The Federal Communications Commission (FCC) wants the names of people who purchase political ads and the cost of those ads to be published online, but some broadcasters are fighting the move, saying it would be a burden for them. The information is currently maintained by local stations, but not easily accessible to the public.

The Wisconsin Judicial Commission formally filed ethics violation allegations against embattled Republican state Supreme Court Justice David Prosser, who reportedly put his hands on the neck of a colleague.

President Obama raised $45 million in February for his re-election effort and for the Democratic National Committee, up from $29.1 million in January.

Mitt Romney won the Puerto Rican primary on Sunday, helping to solidify his lead in the delegate count over Rick Santorum. Romney is expected to claim all 20 of the territory’s delegates. The Romney campaign is hoping the victory will provide momentum heading into Tuesday’s Illinois primary, where 69 delegates are at stake.
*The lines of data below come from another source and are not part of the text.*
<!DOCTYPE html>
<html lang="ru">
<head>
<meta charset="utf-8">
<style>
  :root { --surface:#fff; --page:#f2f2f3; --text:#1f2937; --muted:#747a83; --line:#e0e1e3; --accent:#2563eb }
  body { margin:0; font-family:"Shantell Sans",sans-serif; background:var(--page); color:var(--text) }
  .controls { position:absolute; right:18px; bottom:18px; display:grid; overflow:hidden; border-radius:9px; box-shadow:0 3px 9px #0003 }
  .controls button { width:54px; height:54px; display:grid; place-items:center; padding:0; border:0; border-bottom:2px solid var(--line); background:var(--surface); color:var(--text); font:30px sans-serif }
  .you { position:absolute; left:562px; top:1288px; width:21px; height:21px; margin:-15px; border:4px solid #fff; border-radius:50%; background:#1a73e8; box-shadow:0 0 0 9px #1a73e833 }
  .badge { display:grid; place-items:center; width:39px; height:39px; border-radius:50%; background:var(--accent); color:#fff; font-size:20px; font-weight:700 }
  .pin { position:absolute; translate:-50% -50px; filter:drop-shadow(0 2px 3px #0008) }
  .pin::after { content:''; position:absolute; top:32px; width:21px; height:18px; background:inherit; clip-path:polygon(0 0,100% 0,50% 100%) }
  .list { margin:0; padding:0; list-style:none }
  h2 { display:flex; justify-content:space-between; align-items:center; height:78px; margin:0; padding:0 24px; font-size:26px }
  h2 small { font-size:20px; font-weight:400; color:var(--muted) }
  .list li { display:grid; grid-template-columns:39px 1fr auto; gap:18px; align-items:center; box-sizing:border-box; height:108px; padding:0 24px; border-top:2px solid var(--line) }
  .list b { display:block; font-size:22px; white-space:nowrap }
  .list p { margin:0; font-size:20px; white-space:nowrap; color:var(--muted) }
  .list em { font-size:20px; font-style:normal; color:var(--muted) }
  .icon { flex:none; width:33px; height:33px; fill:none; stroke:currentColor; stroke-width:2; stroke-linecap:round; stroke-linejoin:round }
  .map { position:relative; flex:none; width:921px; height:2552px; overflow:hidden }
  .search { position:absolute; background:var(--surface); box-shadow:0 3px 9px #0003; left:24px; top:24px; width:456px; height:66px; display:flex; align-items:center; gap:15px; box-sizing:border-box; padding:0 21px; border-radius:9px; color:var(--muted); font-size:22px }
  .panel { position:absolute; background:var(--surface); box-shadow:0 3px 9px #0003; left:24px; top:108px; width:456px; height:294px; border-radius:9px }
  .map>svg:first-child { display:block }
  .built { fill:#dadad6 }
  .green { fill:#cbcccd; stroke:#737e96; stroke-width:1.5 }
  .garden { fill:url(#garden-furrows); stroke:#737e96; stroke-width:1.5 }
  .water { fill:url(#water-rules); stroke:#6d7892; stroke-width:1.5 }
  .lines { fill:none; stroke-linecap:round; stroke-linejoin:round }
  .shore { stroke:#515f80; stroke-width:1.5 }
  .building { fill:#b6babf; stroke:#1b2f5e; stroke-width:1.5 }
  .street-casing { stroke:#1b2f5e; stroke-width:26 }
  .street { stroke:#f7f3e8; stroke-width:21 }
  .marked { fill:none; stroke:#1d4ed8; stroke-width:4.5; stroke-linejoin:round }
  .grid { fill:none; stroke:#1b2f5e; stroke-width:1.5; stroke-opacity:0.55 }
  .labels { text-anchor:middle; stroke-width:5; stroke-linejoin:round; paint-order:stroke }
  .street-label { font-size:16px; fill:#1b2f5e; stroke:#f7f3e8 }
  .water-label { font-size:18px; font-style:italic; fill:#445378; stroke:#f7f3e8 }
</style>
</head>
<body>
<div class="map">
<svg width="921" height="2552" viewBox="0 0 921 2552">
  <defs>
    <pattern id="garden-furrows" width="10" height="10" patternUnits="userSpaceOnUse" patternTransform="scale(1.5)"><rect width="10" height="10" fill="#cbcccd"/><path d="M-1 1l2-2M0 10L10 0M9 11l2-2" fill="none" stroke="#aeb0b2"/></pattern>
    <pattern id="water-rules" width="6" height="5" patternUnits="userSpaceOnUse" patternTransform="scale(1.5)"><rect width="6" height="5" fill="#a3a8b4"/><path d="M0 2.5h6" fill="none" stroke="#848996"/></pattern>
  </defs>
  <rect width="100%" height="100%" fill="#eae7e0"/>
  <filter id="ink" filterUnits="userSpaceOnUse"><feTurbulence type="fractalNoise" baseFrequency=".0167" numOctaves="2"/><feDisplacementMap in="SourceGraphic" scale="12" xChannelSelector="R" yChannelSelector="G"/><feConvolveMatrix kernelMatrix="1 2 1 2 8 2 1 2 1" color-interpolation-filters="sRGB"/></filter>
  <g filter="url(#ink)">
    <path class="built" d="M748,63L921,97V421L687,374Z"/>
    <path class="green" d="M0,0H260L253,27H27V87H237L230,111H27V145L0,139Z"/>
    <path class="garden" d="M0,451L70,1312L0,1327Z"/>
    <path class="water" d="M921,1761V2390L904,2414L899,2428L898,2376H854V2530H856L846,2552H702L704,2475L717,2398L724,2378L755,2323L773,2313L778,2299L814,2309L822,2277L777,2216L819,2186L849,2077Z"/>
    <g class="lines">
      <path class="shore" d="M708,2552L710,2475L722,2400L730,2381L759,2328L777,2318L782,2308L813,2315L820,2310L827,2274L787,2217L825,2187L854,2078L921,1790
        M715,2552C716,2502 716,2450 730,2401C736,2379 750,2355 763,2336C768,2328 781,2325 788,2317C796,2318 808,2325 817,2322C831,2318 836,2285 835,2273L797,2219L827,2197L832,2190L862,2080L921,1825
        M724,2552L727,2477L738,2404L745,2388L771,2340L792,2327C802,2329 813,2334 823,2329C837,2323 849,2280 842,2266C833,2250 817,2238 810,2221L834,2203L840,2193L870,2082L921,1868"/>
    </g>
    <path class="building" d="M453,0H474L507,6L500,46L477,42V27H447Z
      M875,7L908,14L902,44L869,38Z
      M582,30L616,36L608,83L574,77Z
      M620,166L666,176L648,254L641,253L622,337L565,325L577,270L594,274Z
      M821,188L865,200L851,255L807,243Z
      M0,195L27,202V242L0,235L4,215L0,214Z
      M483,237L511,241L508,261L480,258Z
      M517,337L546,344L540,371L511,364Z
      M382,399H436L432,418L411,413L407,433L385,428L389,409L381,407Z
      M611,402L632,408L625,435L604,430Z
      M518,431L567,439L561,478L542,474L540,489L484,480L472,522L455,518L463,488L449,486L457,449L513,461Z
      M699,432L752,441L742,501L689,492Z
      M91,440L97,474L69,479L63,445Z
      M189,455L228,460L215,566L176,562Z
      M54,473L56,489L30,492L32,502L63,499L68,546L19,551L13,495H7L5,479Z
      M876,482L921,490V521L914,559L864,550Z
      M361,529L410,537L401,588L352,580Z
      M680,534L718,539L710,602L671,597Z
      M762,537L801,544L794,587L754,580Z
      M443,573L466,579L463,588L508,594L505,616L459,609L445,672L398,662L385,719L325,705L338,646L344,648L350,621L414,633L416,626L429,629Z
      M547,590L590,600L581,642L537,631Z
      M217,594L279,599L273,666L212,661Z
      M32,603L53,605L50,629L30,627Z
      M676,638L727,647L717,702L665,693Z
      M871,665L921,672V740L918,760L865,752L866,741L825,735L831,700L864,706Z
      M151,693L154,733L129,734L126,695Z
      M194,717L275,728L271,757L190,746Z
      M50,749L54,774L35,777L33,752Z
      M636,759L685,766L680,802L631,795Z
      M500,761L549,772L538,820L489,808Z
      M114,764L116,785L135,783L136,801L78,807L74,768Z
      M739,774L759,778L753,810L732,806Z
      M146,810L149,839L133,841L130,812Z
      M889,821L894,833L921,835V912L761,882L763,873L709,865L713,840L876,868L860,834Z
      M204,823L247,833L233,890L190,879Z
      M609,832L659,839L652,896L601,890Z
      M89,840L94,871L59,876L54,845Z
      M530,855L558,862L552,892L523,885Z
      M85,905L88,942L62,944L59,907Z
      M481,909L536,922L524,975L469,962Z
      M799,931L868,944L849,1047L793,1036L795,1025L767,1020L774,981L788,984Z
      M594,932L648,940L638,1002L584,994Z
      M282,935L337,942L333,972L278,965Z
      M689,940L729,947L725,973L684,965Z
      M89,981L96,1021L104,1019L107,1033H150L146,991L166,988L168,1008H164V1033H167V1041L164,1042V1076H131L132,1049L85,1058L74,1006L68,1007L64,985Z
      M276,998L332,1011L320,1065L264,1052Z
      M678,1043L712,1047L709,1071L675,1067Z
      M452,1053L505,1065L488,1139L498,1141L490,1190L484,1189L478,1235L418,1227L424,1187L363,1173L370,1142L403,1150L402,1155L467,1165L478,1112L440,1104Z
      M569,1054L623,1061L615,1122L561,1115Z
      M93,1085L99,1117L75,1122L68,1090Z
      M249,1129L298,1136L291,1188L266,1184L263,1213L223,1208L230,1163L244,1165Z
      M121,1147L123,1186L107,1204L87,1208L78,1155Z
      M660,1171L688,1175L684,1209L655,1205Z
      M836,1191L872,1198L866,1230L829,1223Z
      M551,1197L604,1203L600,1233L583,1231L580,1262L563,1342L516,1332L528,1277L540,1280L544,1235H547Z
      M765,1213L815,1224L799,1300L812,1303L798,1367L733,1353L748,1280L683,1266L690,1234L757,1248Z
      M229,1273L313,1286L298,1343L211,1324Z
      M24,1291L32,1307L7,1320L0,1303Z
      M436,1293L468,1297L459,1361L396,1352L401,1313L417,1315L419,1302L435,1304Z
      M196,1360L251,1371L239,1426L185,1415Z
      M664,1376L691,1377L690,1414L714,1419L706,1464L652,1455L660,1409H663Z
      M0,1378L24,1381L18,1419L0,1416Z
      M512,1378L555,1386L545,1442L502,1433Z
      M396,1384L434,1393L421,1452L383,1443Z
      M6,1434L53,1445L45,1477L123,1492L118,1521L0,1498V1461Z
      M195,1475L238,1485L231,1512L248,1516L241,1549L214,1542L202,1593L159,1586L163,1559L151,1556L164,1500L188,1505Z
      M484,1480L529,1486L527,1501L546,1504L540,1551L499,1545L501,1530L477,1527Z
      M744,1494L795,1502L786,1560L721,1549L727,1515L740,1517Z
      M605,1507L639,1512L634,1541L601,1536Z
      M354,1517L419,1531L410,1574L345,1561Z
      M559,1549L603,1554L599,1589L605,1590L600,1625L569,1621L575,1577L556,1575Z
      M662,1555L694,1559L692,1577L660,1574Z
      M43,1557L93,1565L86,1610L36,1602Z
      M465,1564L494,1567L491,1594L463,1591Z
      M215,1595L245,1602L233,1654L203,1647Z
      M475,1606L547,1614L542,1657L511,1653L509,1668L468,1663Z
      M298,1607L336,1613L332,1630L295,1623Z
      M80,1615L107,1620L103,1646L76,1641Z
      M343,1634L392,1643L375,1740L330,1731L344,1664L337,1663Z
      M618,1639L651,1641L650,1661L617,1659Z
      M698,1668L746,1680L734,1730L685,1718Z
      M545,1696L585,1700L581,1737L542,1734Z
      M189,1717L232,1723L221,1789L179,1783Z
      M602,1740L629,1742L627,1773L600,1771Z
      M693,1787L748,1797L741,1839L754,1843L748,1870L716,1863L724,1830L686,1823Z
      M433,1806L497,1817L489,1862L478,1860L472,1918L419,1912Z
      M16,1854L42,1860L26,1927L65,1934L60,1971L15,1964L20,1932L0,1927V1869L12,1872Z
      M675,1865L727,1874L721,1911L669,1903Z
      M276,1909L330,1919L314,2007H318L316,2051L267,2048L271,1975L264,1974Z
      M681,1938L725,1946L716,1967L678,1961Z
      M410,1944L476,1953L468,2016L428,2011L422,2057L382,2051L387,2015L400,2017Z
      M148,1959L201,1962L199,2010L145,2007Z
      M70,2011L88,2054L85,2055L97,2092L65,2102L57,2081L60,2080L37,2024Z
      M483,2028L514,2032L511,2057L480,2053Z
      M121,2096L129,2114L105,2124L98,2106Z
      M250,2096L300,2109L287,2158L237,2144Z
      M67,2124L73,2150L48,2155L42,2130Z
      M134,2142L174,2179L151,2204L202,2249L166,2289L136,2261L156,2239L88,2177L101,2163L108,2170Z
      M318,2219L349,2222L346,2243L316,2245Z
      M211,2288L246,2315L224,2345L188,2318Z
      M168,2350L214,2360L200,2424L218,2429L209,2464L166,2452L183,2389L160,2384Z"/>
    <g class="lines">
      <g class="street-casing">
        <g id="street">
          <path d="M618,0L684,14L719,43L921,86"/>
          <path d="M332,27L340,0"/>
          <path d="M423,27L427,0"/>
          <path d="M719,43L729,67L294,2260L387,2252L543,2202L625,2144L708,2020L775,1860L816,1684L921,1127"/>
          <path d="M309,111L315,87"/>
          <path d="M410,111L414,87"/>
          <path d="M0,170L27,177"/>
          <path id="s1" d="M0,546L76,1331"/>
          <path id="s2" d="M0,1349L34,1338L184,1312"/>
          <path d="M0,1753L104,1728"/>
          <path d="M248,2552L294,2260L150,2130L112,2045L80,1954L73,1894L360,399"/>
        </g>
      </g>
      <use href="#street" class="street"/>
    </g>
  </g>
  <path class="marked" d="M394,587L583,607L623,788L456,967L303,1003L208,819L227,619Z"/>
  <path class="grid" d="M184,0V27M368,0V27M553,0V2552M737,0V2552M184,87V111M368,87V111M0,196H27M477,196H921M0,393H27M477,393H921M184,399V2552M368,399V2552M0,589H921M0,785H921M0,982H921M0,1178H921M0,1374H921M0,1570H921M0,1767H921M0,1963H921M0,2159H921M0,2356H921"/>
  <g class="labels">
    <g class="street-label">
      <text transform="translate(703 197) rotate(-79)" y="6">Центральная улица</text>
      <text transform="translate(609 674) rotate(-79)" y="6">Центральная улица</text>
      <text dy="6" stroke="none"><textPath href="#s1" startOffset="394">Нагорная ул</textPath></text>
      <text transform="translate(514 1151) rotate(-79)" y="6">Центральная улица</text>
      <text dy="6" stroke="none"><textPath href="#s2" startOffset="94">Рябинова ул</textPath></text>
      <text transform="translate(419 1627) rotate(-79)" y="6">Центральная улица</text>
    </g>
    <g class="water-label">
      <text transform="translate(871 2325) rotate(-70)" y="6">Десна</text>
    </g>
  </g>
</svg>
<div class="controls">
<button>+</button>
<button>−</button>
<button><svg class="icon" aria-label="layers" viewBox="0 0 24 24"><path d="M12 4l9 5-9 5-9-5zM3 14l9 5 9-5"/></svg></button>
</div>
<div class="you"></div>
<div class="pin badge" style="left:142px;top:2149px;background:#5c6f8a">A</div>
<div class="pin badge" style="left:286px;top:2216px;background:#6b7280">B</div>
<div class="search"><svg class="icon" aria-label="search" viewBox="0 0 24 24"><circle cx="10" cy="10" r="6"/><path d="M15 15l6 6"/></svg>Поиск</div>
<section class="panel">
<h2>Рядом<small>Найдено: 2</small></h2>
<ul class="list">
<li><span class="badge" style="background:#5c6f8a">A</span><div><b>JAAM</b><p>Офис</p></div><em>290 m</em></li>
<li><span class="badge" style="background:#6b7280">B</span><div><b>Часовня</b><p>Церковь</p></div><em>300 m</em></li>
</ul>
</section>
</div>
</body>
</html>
Gas prices have become a key talking point on the campaign trail, with all of the Republican presidential candidates hitting President Obama for rising costs. But studies show that while voters are concerned about the cost of fuel, the issue plays very little role in determining who voters will ultimately support.

And finally: Grand Forks Herald restaurant critic Marilyn Hagerty’s glowing review of The Olive Garden may earn her a dinner with Michelle Obama if Sen. Kent Conrad (D-ND) has his way. “Conrad took it upon himself to broker a lunch” between the first lady and the elderly food critic, whose review of the chain restaurant went viral and landed her spots on talk shows.